Mademoiselle Baptistine se retourna, aperçut l'homme qui entrait et se dressa à demi d'effarement ; puis, ramenant peu à peu sa tête vers la cheminée, elle se mit à regarder son frère, et son visage redevint profondément calme et serein.
L'évêque fixait sur l'homme un œil tranquille.
Comme il ouvrait la bouche, sans doute pour demander au nouveau venu ce qu'il désirait, l'homme appuya ses deux mains à la fois sur son bâton, promena ses yeux tour à tour sur le vieillard et les femmes, et, sans attendre que l'évêque parlât, dit d'une voix haute :
- Voici. Je m'appelle Jean Valjean. Je suis un galérien. J'ai passé dix-neuf ans au bagne. Je suis libéré depuis quatre jours et en route pour Pontarlier qui est ma destination. Quatre jours que je marche depuis Toulon. Aujourd'hui, j'ai fait douze lieues à pied. Ce soir, en arrivant dans ce pays, j'ai été dans une auberge, on m'a renvoyé à cause de mon passeport jaune que j'avais montré à la mairie. Il avait fallu. J'ai été à une autre auberge. On m'a dit : Va-t-en ! Chez l'un, chez l'autre. Personne n'a voulu de moi. J'ai été à la prison, le guichetier n'a pas ouvert. J'ai été dans la niche d'un chien. Ce chien m'a mordu et m'a chassé, comme s'il avait été un homme. On aurait dit qu'il savait qui j'étais. Je m'en suis allé dans les champs pour coucher à la belle étoile. Il n'y avait pas d'étoile. J'ai pensé qu'il pleuvrait, et qu'il n'y avait pas de bon Dieu pour empêcher de pleuvoir, et je suis rentré dans la ville pour y trouver le renfoncement d'une porte. Là, dans la place, j'allais me coucher sur une pierre, une bonne femme m'a montré votre maison et m'a dit : Frappe là. J'ai frappé. Qu'est-ce que c'est ici ? Êtes-vous une auberge ? J'ai de l'argent. Ma masse. Cent neuf francs quinze sous que j'ai gagnés au bagne par mon travail en dix-neuf ans. Je payerai. Qu'est-ce que cela me fait ? J'ai de l'argent. Je suis très fatigué, douze lieues à pied, j'ai bien faim. Voulez-vous que je reste ?

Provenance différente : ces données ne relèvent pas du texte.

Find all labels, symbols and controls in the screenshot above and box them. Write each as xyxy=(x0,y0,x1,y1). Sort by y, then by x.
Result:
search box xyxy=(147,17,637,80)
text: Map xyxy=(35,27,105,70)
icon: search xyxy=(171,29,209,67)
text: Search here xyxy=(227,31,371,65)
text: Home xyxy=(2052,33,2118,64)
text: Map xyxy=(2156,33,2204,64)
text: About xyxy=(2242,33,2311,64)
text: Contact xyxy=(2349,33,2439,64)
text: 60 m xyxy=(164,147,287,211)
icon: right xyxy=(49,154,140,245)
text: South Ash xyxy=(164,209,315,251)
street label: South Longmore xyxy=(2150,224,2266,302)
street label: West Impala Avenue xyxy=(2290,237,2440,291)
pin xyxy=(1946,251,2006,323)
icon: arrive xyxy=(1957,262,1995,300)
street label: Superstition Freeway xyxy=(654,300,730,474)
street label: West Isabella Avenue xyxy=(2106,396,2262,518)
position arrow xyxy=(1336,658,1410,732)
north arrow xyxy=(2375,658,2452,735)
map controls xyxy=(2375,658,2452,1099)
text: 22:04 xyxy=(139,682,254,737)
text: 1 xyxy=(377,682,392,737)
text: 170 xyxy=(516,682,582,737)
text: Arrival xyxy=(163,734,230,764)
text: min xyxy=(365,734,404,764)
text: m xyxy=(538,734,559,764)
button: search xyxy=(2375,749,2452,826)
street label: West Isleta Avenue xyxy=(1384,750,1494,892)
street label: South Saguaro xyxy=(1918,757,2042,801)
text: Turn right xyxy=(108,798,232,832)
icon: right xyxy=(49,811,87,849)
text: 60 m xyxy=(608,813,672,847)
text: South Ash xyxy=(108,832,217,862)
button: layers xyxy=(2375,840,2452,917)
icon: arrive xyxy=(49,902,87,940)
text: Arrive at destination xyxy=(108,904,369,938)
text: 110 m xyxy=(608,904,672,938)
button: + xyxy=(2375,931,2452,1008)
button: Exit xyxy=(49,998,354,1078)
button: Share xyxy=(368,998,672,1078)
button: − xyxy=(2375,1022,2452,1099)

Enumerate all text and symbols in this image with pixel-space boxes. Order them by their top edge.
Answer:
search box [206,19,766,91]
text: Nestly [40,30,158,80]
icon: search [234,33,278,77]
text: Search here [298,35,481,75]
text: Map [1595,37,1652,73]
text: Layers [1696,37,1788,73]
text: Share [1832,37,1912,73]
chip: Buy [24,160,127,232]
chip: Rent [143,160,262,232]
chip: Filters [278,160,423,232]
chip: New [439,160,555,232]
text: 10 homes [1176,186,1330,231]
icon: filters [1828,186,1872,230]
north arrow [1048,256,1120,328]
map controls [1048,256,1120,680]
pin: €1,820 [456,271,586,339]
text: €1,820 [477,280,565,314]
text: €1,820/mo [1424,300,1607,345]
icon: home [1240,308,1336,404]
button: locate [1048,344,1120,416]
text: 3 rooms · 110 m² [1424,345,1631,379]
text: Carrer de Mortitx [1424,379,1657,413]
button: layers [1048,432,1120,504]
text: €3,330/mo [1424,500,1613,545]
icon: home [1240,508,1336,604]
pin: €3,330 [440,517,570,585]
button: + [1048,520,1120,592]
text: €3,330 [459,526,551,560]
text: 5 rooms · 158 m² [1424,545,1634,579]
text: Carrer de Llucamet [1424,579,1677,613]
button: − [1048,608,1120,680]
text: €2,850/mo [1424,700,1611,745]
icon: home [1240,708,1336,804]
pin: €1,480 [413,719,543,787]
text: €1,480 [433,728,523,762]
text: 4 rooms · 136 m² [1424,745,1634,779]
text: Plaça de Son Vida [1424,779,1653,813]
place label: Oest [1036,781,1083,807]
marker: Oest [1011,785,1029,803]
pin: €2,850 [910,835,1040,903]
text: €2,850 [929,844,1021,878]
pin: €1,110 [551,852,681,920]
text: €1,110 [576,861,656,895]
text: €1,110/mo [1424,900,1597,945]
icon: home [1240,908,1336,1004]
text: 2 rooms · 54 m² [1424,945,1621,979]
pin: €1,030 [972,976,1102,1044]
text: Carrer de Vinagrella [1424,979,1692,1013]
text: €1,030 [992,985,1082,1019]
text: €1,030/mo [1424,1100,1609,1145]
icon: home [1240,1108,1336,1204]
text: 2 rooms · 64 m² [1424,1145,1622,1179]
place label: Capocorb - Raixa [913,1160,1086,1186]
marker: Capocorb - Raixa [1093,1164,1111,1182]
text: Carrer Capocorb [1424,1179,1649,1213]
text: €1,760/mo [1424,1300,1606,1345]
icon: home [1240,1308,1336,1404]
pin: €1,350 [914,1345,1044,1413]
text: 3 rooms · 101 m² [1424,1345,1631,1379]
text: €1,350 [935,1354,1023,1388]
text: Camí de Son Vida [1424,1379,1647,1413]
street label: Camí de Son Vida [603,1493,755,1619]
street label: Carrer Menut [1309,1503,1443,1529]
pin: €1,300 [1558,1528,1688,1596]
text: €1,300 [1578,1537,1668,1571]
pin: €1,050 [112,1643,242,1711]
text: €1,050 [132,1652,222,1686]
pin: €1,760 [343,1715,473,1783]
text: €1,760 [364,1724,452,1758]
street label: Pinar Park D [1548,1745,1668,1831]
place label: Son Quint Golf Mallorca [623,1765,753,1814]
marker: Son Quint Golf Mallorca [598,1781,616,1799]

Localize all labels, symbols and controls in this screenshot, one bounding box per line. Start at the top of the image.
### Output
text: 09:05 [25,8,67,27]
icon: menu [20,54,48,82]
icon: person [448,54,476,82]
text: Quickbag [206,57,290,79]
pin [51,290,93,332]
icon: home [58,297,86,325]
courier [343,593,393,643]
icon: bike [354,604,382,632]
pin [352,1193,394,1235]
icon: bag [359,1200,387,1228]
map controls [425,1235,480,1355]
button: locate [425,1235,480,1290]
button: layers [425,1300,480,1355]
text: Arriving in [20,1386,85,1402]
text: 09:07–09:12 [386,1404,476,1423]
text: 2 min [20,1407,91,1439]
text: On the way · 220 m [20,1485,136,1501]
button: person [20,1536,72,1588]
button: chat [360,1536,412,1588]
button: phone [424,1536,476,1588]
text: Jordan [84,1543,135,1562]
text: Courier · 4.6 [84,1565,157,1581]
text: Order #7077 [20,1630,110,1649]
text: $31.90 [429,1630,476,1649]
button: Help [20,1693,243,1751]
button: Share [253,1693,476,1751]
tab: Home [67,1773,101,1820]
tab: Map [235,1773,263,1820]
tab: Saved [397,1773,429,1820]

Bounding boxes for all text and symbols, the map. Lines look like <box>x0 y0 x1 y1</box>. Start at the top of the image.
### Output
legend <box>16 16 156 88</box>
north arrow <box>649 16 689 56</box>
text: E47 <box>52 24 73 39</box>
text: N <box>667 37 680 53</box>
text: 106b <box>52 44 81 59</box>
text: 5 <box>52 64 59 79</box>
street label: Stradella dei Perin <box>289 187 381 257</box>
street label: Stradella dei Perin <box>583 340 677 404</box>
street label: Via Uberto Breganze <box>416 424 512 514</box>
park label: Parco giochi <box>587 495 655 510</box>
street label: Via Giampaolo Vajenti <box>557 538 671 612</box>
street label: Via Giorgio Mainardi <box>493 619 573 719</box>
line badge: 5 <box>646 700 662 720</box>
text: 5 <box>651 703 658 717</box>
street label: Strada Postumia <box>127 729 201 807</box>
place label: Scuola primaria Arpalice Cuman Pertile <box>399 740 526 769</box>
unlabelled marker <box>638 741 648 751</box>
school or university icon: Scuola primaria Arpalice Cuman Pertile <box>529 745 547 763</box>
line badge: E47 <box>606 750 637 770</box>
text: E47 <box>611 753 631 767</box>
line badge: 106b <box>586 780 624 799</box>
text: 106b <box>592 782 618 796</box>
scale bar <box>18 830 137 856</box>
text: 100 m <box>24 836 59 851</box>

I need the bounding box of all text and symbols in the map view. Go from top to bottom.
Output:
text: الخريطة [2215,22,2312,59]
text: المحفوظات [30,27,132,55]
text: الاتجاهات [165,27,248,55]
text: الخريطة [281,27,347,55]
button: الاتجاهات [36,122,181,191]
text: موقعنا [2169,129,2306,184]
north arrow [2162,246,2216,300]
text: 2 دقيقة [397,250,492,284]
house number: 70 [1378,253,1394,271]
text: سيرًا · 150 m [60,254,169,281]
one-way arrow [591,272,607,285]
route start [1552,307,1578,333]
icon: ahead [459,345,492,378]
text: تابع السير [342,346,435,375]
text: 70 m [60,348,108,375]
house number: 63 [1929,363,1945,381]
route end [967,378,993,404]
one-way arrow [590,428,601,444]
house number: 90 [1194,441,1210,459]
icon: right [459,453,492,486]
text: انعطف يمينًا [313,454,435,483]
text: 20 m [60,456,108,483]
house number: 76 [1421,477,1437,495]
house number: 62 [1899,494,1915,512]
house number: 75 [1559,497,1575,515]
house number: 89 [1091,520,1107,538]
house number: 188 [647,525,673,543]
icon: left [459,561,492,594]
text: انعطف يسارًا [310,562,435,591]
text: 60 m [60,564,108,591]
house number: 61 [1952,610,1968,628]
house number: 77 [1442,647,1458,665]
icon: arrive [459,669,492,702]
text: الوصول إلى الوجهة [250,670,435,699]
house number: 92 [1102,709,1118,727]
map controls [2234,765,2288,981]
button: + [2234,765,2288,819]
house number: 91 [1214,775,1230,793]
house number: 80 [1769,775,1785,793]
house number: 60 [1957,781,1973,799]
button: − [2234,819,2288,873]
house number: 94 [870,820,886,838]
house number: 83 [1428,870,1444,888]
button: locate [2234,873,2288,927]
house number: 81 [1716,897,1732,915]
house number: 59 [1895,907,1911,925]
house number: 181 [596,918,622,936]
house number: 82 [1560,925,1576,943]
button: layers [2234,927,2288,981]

- Madame Magloire, dit l'évêque, vous mettrez un couvert de plus.
L'homme fit trois pas et s'approcha de la lampe qui était sur la table. - Tenez, reprit-il, comme s'il n'avait pas bien compris, ce n'est pas ça. Avez-vous entendu ? Je suis un galérien. Un forçat. Je viens des galères. - Il tira de sa poche une grande feuille de papier jaune qu'il déplia. - Voilà mon passeport. Jaune, comme vous voyez. Cela sert à me faire chasser de partout où je vais. Voulez-vous lire ? Je sais lire, moi. J'ai appris au bagne. Il y a une école pour ceux qui veulent. Tenez, voilà ce qu'on a mis sur le passeport : "Jean Valjean, forçat libéré, natif de… - cela vous est égal… - Est resté dix-neuf ans au bagne. Cinq ans pour vol avec effraction. Quatorze ans pour avoir tenté de s'évader quatre fois. Cet homme est très dangereux." - Voilà ! Tout le monde m'a jeté dehors. Voulez-vous me recevoir, vous ? Est-ce une auberge ? Voulez-vous me donner à manger et à coucher ? Avez-vous une écurie ?
- Madame Magloire, dit l'évêque, vous mettrez des draps blancs au lit de l'alcôve.
Madame Magloire sortit pour exécuter ces ordres.
L'évêque se tourna vers l'homme.
- Monsieur, asseyez-vous et chauffez-vous. Nous allons souper dans un instant, et l'on fera votre lit pendant que vous souperez.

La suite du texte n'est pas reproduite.